Friday’s Board of Aldermen meeting was largely routine and uneventful, with only a passing mention to Thursday’s protests during the opening prayer. After the meeting ended, St. Louis Board of Aldermen President Lewis Reed told reporters that protesters have to be careful not alienate potentially sympathetic residents.
He was alluding to how one of the Medicine Shoppe’s windows on South Grand Boulevard was smashed during the protests.
“One of the things we know for sure is that the looting of businesses in the district does not help to progress the cause at all,” Reed said, referencing a window that was smashed at the Medicine Shoppe on South Grand Boulevard . “So the people that are engaging in the looting and are engaging in breaking windows and destroying property – they may be hurting someone that’s supportive to their cause. So I think that’s a really bad move to make.”

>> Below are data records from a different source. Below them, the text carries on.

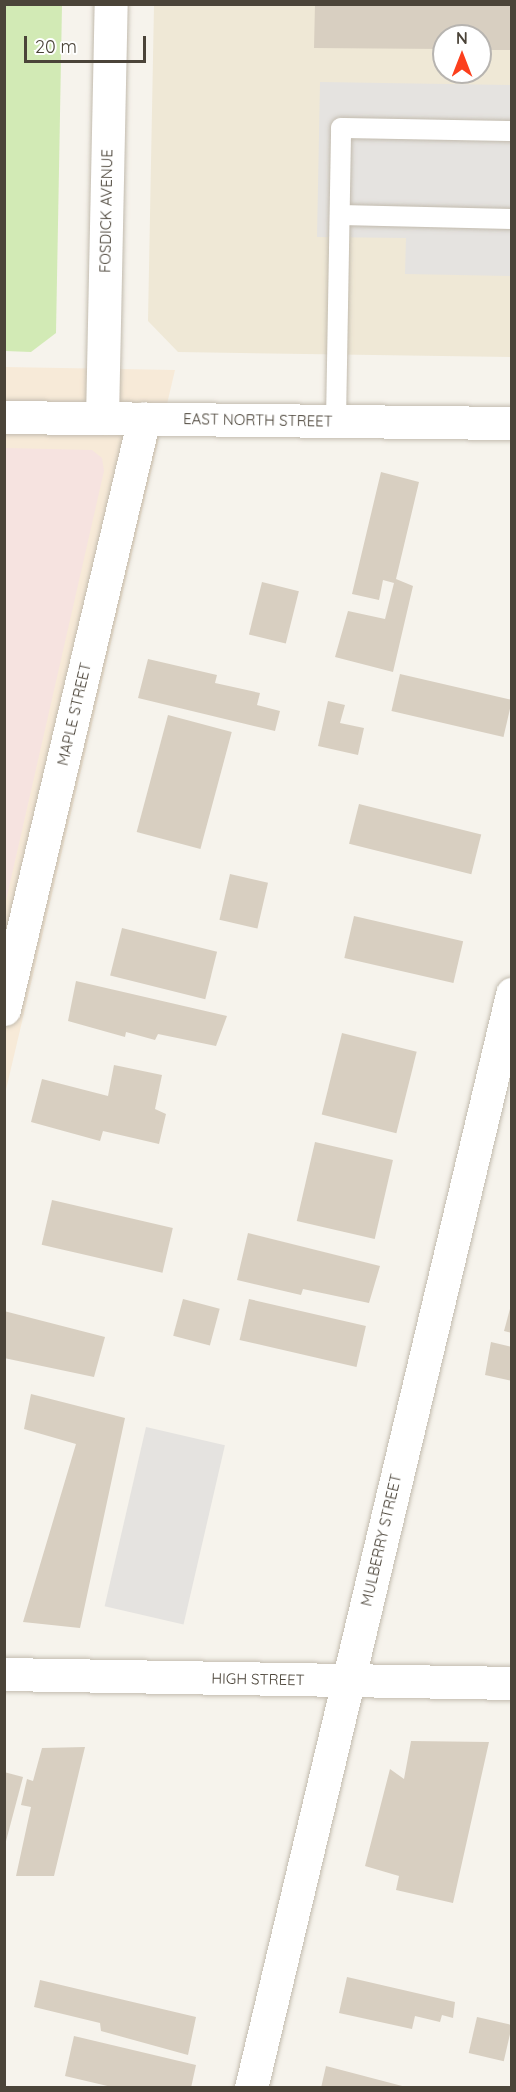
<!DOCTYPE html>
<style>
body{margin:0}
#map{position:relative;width:516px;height:2092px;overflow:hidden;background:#f6f3ec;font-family:Quicksand,sans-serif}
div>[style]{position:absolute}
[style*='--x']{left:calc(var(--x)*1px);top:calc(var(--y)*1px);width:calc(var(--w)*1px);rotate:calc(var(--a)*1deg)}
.commercial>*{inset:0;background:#f7ead8}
.education>*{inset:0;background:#efe8d6}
.medical>*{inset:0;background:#f6e3e0}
.green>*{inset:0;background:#d2eab5}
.parking>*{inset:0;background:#e5e3e0;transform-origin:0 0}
.building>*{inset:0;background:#d8cfc1;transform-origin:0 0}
.roads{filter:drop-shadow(0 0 2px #c2bbae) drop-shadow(0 0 2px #c2bbae)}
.service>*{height:20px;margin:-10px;padding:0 10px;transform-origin:10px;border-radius:10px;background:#fff}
.minor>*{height:33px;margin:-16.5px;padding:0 16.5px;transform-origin:16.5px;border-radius:16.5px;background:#fff}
.tertiary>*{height:33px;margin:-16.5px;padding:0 16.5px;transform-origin:16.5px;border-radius:16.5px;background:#fff}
span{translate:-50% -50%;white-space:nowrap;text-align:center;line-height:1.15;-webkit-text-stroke:4.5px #fff;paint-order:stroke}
.street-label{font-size:15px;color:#4b4439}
.frame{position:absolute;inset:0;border:6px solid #4b4439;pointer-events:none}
.north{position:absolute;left:432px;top:24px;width:60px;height:60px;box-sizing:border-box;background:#fff;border:2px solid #b7b4b0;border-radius:50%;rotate:0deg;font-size:16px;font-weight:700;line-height:24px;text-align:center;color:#4b4439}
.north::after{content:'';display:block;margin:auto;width:21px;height:27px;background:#fc3f1d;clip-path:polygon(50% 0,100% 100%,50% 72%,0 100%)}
.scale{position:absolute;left:24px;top:36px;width:122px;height:27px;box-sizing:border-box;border:3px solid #4b4439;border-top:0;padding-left:8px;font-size:18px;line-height:21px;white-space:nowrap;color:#4b4439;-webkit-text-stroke:4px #fff;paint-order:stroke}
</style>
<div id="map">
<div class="commercial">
<div style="clip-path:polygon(5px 367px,175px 370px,5px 1094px)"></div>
</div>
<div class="education">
<div style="clip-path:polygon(evenodd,154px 5px,511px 5px,511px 357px,178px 352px,148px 321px,154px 5px,444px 36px,480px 36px,480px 72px,444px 72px,444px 36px)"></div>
</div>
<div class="medical">
<div style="clip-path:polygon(5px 448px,92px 450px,102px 458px,104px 471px,5px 905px)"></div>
</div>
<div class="green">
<div style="clip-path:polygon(5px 4px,62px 5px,56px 333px,31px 352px,5px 351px)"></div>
</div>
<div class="parking">
<div style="clip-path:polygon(320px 82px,511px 85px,511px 276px,405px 274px,406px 238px,317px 237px)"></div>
<div style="left:146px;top:1427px;width:81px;height:184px;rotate:13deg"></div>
</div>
<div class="building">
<div style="clip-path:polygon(315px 4px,512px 4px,512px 50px,480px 50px,480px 36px,444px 36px,444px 49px,314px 48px)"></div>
<div style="clip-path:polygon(381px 472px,419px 482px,396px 579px,413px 586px,393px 672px,335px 657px,348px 611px,385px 619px,394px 583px,383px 580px,379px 600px,352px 594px)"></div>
<div style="left:262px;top:582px;width:38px;height:54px;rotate:14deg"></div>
<div style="clip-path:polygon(148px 659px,217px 675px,215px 683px,260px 693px,257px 705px,280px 711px,275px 731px,138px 698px)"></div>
<div style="left:400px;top:674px;width:115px;height:38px;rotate:13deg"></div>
<div style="clip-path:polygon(328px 701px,345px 705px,340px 723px,364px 728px,358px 755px,318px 746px)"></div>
<div style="left:168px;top:715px;width:66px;height:121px;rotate:15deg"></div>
<div style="left:359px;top:804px;width:126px;height:41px;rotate:14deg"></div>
<div style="left:230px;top:874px;width:39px;height:47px;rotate:13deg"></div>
<div style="left:354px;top:916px;width:112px;height:43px;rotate:13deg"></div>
<div style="left:122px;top:928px;width:98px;height:49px;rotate:14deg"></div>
<div style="clip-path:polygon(76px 981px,227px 1016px,216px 1046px,158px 1034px,155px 1040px,126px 1032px,125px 1037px,68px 1021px)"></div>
<div style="left:342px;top:1033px;width:77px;height:84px;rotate:14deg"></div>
<div style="clip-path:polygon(114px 1065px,162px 1075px,155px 1109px,166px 1114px,159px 1144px,103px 1131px,100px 1141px,31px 1122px,42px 1079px,108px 1096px)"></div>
<div style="left:315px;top:1142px;width:80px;height:81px;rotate:13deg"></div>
<div style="left:52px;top:1200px;width:124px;height:46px;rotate:13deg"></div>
<div style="clip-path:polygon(248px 1233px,380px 1266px,369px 1303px,303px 1289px,301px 1295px,237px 1280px)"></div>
<div style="left:183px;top:1299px;width:38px;height:38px;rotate:15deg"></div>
<div style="left:249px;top:1299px;width:120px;height:42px;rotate:13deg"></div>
<div style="clip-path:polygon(511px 1305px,512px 1305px,512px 1333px,504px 1331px)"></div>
<div style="clip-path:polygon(4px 1311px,105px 1337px,94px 1377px,4px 1358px)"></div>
<div style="clip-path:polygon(491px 1342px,512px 1347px,512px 1381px,485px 1375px)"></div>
<div style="clip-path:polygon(31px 1394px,125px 1418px,80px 1628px,23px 1622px,76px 1444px,24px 1429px)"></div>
<div style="clip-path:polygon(411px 1741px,489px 1742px,453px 1903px,396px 1890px,399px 1876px,365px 1866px,390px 1769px,404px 1779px)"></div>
<div style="clip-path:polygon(85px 1747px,54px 1876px,16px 1876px,31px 1807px,21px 1805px,27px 1779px,33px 1781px,42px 1748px)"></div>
<div style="clip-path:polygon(4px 1772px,23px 1777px,5px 1845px,4px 1845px)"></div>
<div style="clip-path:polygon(347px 1977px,455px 2002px,453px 2018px,442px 2015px,440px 2022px,415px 2016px,412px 2029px,339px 2013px)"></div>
<div style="clip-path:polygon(40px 1980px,196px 2017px,188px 2055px,101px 2031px,100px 2023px,34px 2007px)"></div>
<div style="left:477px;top:2017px;width:36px;height:37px;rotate:13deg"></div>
<div style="clip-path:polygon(74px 2036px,196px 2065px,191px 2088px,116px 2088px,65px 2076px)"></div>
<div style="clip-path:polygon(326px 2066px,406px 2087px,406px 2088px,321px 2088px)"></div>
</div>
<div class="roads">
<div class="service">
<div style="--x:340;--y:215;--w:172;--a:1.3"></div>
<div style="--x:336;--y:421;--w:293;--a:-89"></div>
<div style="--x:341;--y:128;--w:171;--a:1"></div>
</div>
<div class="minor">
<div style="--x:102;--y:418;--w:414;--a:-88.8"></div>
<div style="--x:4;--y:1009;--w:607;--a:-76.67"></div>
<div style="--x:4;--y:1674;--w:508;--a:1.01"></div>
<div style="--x:251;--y:2088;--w:1125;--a:-76.58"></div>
</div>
<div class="tertiary">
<div style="--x:4;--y:417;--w:508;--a:0.68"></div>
</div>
</div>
<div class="street-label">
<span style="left:106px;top:211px;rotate:-89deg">FOSDICK AVENUE</span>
<span style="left:258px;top:420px;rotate:1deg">EAST NORTH STREET</span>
<span style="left:74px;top:714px;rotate:-77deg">MAPLE STREET</span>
<span style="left:381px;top:1540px;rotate:-77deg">MULBERRY STREET</span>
<span style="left:258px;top:1679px;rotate:1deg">HIGH STREET</span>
</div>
<div class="frame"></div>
<div class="north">N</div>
<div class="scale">20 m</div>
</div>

Still, Reed said people should “gather” and “peacefully protest.” He added that it “helps raise awareness and it gives people an opportunity to engage.”

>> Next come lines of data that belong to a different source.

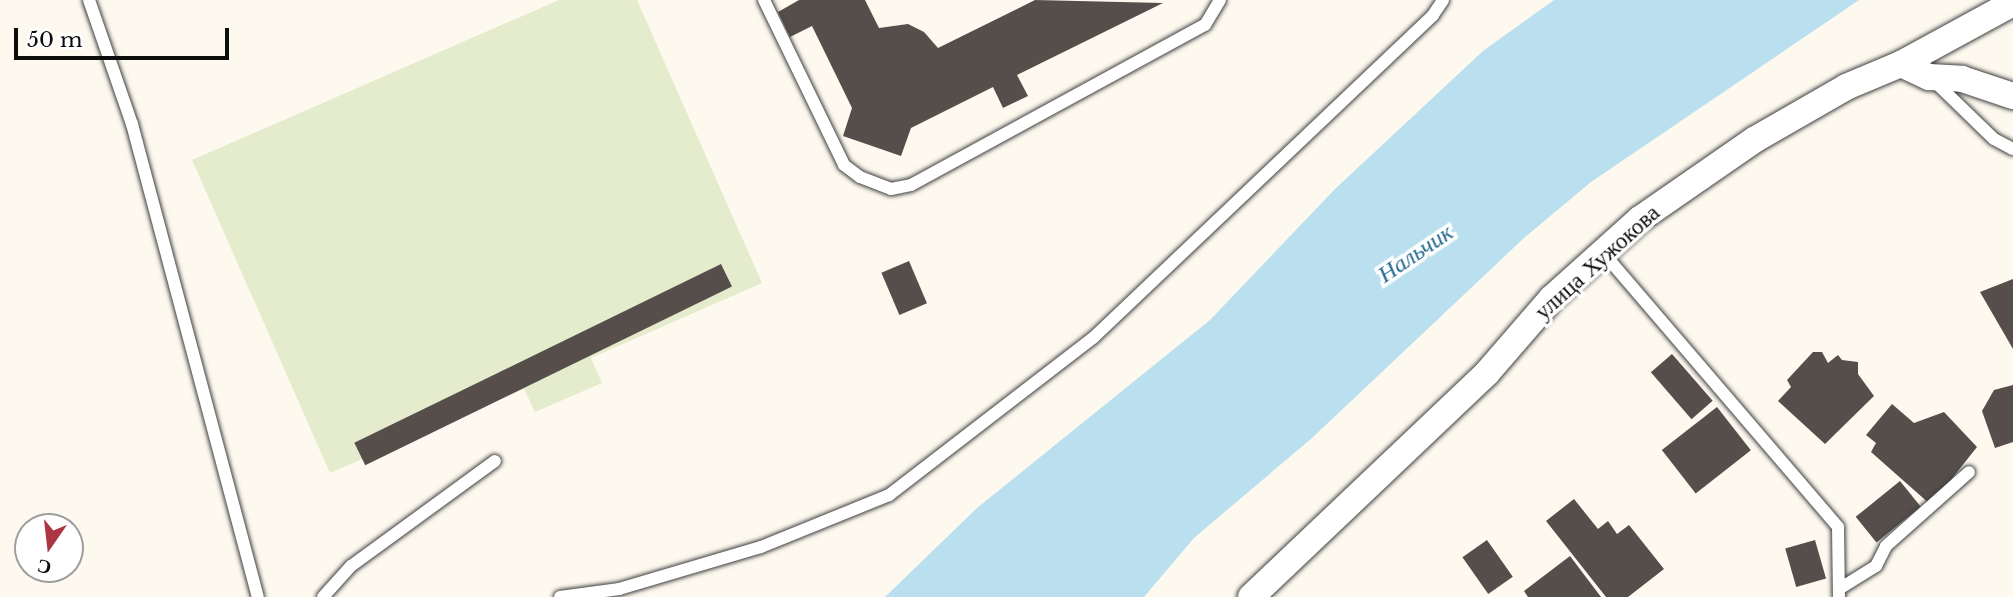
<!DOCTYPE html>
<html>
<head>
<meta charset="utf-8">
<style>
	body { margin:0 }
	#map { position:relative; width:2013px; height:597px; overflow:hidden; background:#fdf9ef; font-family:"Libre Baskerville",serif }
	div>[style] { position:absolute }
	[style*='--x'] { left:calc(var(--x)*1px); top:calc(var(--y)*1px); width:calc(var(--w)*1px); rotate:calc(var(--a)*1deg) }
	.pitch>* { inset:0; background:#e4eccd }
	.water>* { inset:0; background:#badfef }
	.building>* { inset:0; background:#554e4b; transform-origin:0 0 }
	.roads { filter:drop-shadow(0 0 2px #404040) drop-shadow(0 0 2px #404040) }
	.service>* { height:12px; margin:-6px; padding:0 6px; transform-origin:6px; border-radius:6px; background:#fff }
	.minor>* { height:26px; margin:-13px; padding:0 13px; transform-origin:13px; border-radius:13px; background:#fff }
	span { translate:-50% -50%; white-space:nowrap; text-align:center; line-height:1.15; -webkit-text-stroke:7px #fff; paint-order:stroke }
	.street-label { font-size:23px; color:#0d0d0d }
	.water-label { font-size:24px; color:#256a90; font-style:italic }
	.north { position:absolute; left:14px; top:513px; width:70px; height:70px; box-sizing:border-box; background:#fff; border:2px solid #9e9e9e; border-radius:50%; rotate:194deg; font-size:19px; font-weight:700; line-height:28px; text-align:center; color:#0d0d0d }
	.north::after { content:''; display:block; margin:auto; width:24px; height:32px; background:#ad3645; clip-path:polygon(50% 0,100% 100%,50% 72%,0 100%) }
	.scale { position:absolute; left:14px; top:28px; width:215px; height:32px; box-sizing:border-box; border:4px solid #0d0d0d; border-top:0; padding-left:9px; font-size:21px; line-height:24px; white-space:nowrap; color:#0d0d0d; -webkit-text-stroke:5px #fff; paint-order:stroke }
</style>
</head>
<body>
<div id="map">
	<div class="pitch">
		<i style="clip-path:polygon(559px 0,637px 0,762px 283px,591px 358px,602px 383px,535px 412px,524px 389px,330px 473px,192px 160px)"></i>
	</div>
	<div class="water">
		<i style="clip-path:polygon(1554px 0,1859px 0,1591px 182px,1524px 238px,1312px 438px,1194px 538px,1144px 597px,885px 597px,977px 508px,1210px 320px,1335px 189px,1483px 51px)"></i>
	</div>
	<div class="building">
		<i style="clip-path:polygon(799px 0,865px 0,879px 28px,908px 24px,924px 32px,938px 48px,1035px 0,1163px 3px,1017px 75px,1028px 96px,1003px 108px,993px 87px,911px 128px,901px 156px,843px 136px,852px 108px,812px 26px,790px 37px,778px 12px)"></i>
		<i style="left:909px;top:261px;width:46px;height:30px;rotate:67deg"></i>
		<i style="left:721px;top:264px;width:25px;height:408px;rotate:64deg"></i>
		<i style="clip-path:polygon(2013px 279px,2013px 349px,1980px 292px)"></i>
		<i style="clip-path:polygon(1813px 352px,1822px 352px,1828px 363px,1838px 355px,1842px 360px,1858px 362px,1858px 374px,1874px 396px,1825px 444px,1778px 401px,1791px 387px,1787px 380px)"></i>
		<i style="left:1672px;top:354px;width:62px;height:28px;rotate:49deg"></i>
		<i style="clip-path:polygon(2013px 385px,2013px 442px,1995px 448px,1982px 411px,1994px 390px)"></i>
		<i style="clip-path:polygon(1892px 404px,1914px 423px,1944px 412px,1977px 447px,1931px 505px,1871px 452px,1876px 443px,1866px 435px)"></i>
		<i style="left:1717px;top:407px;width:55px;height:70px;rotate:52deg"></i>
		<i style="left:1900px;top:481px;width:33px;height:57px;rotate:51deg"></i>
		<i style="clip-path:polygon(1574px 499px,1598px 529px,1608px 521px,1617px 534px,1629px 525px,1664px 569px,1628px 597px,1606px 597px,1546px 521px)"></i>
		<i style="left:1487px;top:540px;width:45px;height:30px;rotate:55deg"></i>
		<i style="left:1815px;top:540px;width:40px;height:31px;rotate:74deg"></i>
		<i style="clip-path:polygon(1570px 556px,1601px 597px,1528px 597px,1524px 591px)"></i>
	</div>
	<div class="roads">
		<div class="service">
			<i style="--x:89;--y:0;--w:131;--a:70.9"></i>
			<i style="--x:132;--y:124;--w:489;--a:75.1"></i>
			<i style="--x:764;--y:0;--w:183;--a:64.1"></i>
			<i style="--x:844;--y:165;--w:20;--a:37"></i>
			<i style="--x:860;--y:177;--w:33;--a:21"></i>
			<i style="--x:891;--y:189;--w:20;--a:-11"></i>
			<i style="--x:911;--y:185;--w:335;--a:-28.6"></i>
			<i style="--x:1205;--y:25;--w:29;--a:-59"></i>
			<i style="--x:1932;--y:79;--w:86;--a:44.1"></i>
			<i style="--x:1994;--y:139;--w:21;--a:28"></i>
			<i style="--x:1605;--y:255;--w:358;--a:49.4"></i>
			<i style="--x:1838;--y:527;--w:70;--a:89.2"></i>
			<i style="--x:1839;--y:589;--w:44;--a:-31.9"></i>
			<i style="--x:1876;--y:566;--w:22;--a:-63"></i>
			<i style="--x:1886;--y:546;--w:111;--a:-41.7"></i>
			<i style="--x:323;--y:597;--w:42;--a:-47.9"></i>
			<i style="--x:351;--y:566;--w:178;--a:-36.1"></i>
			<i style="--x:560;--y:597;--w:60;--a:-7.7"></i>
			<i style="--x:619;--y:589;--w:148;--a:-16.5"></i>
			<i style="--x:761;--y:547;--w:138;--a:-22.1"></i>
			<i style="--x:889;--y:495;--w:257;--a:-37.6"></i>
			<i style="--x:1093;--y:338;--w:469;--a:-43.5"></i>
			<i style="--x:1433;--y:15;--w:18;--a:-56"></i>
		</div>
		<div class="minor">
			<i style="--x:1901;--y:64;--w:128;--a:-28.6"></i>
			<i style="--x:1251;--y:597;--w:325;--a:-43.5"></i>
			<i style="--x:1487;--y:373;--w:99;--a:-49.1"></i>
			<i style="--x:1552;--y:298;--w:118;--a:-41.9"></i>
			<i style="--x:1640;--y:219;--w:139;--a:-34.7"></i>
			<i style="--x:1754;--y:140;--w:106;--a:-29.9"></i>
			<i style="--x:1846;--y:87;--w:60;--a:-22.7"></i>
			<i style="--x:1901;--y:64;--w:31;--a:25"></i>
			<i style="--x:1929;--y:77;--w:33;--a:3"></i>
			<i style="--x:1962;--y:79;--w:54;--a:18.4"></i>
		</div>
	</div>
	<div class="street-label">
		<span style="left:1597px;top:262px;rotate:-42deg">улица Хужокова</span>
	</div>
	<div class="water-label">
		<span style="left:1415px;top:253px;rotate:-34deg">Нальчик</span>
	</div>
	<div class="north">С</div>
	<div class="scale">50 m</div>
</div>
</body>
</html>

“When it progresses to something different, I think that’s when it begins to hurt the cause as opposed to helping it,” Reed said.
Alderman Stephen Conway, D-8th Ward, represents Shaw on the Board of Aldermen. He questioned whether the protesters were missing the bigger picture, adding “the Shaw community has expressed heartfelt sorrow for the loss of this life.”
“What the protesters don’t understand is that we’re a diverse urban community that supports social justice issues across the board,” Conway said. “The community in which they’re protesting in is one that generally would be supportive of protesting in general. But the community is a community of working families. It’s a diverse community. It’s a community of families with children. We are the people that trying to make the city a better place going forward.”
“I don’t think the protesters understand how much heartfelt sorrow we have as a community,” he added. “And how generally supportive our community is of issues of social justice.”
Organizers of Ferguson October are hoping to see that support on Saturday, as more events take place.